Dataset entries
══════════

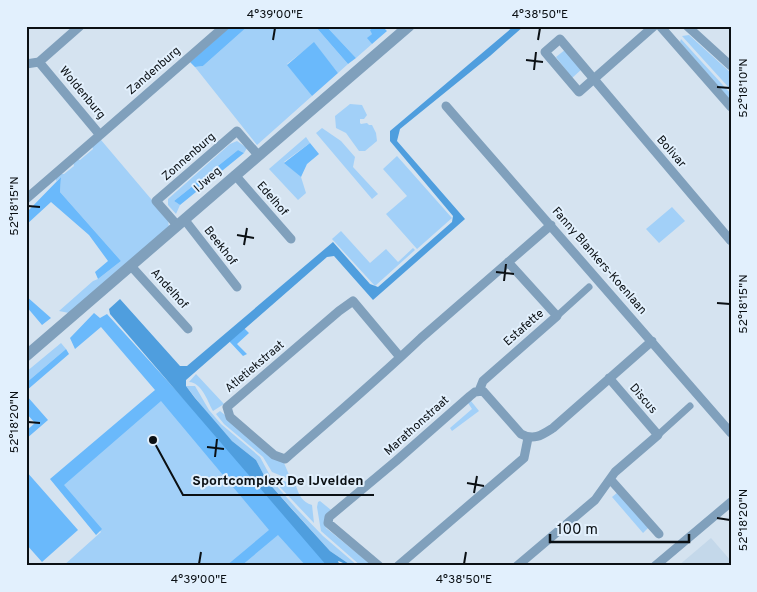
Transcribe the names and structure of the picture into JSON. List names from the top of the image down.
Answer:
{
  "streets": {
    "street": [
      "Zandenburg",
      "Woldenburg",
      "Bolivar",
      "Zonnenburg",
      "IJweg",
      "Edelhof",
      "Beekhof",
      "Fanny Blankers-Koenlaan",
      "Andelhof",
      "Estafette",
      "Atletiekstraat",
      "Discus",
      "Marathonstraat"
    ]
  },
  "crossings": [
    ["Zandenburg", "Woldenburg"],
    ["Zonnenburg", "IJweg"],
    ["Zonnenburg", "Beekhof"],
    ["IJweg", "Edelhof"],
    ["IJweg", "Beekhof"],
    ["IJweg", "Andelhof"],
    ["Fanny Blankers-Koenlaan", "Atletiekstraat"],
    ["Estafette", "Marathonstraat"]
  ],
  "places": ["Sportcomplex De IJvelden"],
  "scale_bar": "100 m",
  "coordinates": [
    "4°39'00\"E",
    "4°38'50\"E",
    "52°18'10\"N",
    "52°18'15\"N",
    "52°18'20\"N"
  ]
}
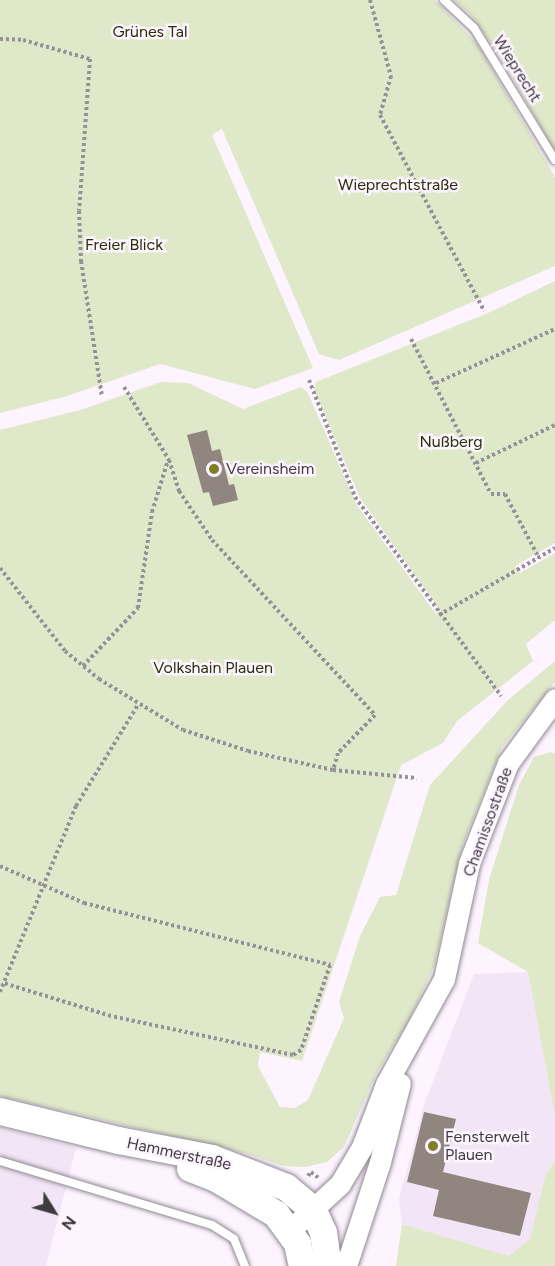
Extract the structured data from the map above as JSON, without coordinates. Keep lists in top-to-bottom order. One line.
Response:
{"streets":{"main road":["Hammerstraße"],"street":["Chamissostraße"],"lane":["Wieprecht"]},"crossings":[["Chamissostraße","Hammerstraße"]],"parks":["Grünes Tal","Wieprechtstraße","Freier Blick","Nußberg","Volkshain Plauen"],"places":["Vereinsheim","Fensterwelt Plauen"],"north":"bottom right"}
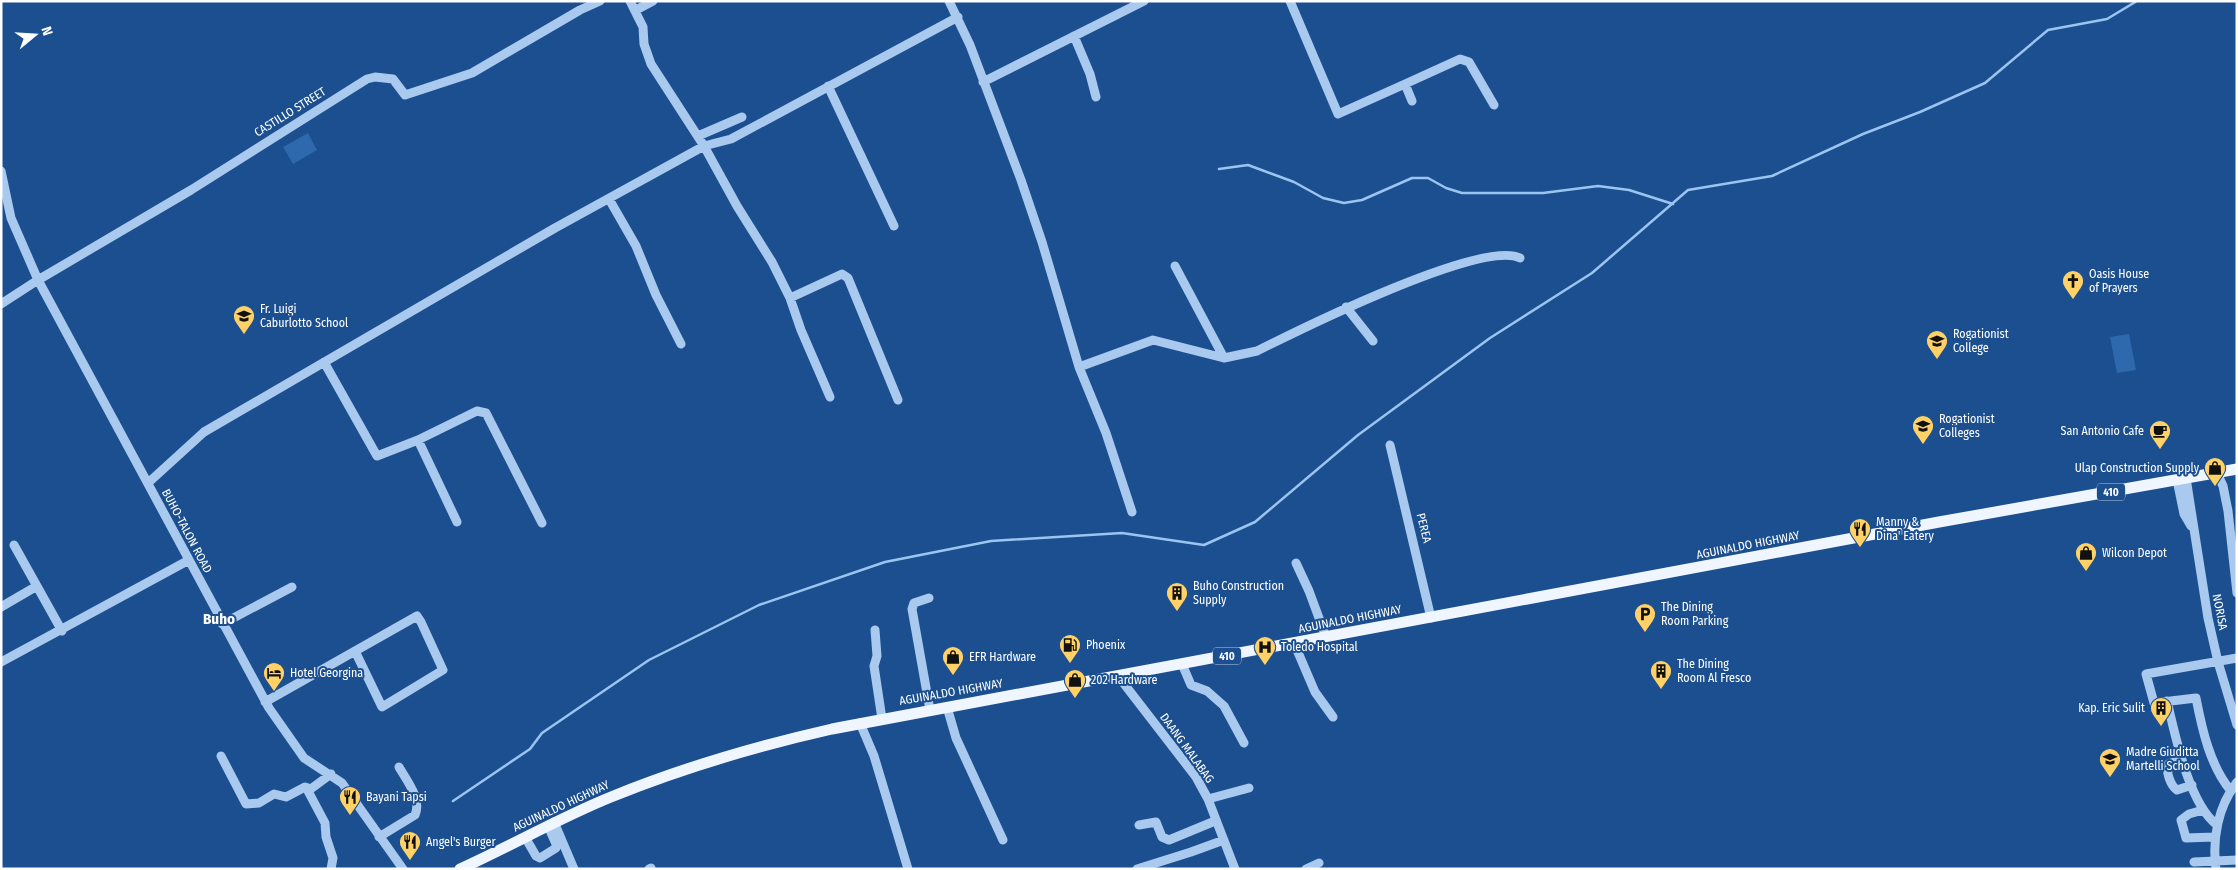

══════════

# [DIRECTIONS FOR THIS TASK]
When the line containing "Extract the structured" is reached, write out that line and each one after it exactly, ending with the last line of the records; pictures are not copied.

# [OUTPUT FOR THIS EXERCISE]
Extract the structured data from the map above as JSON, without coordinates. Keep lists in top-to-bottom order. One line.
Response:
{"streets":{"main road":["Hammerstraße"],"street":["Chamissostraße"],"lane":["Wieprecht"]},"crossings":[["Chamissostraße","Hammerstraße"]],"parks":["Grünes Tal","Wieprechtstraße","Freier Blick","Nußberg","Volkshain Plauen"],"places":["Vereinsheim","Fensterwelt Plauen"],"north":"bottom right"}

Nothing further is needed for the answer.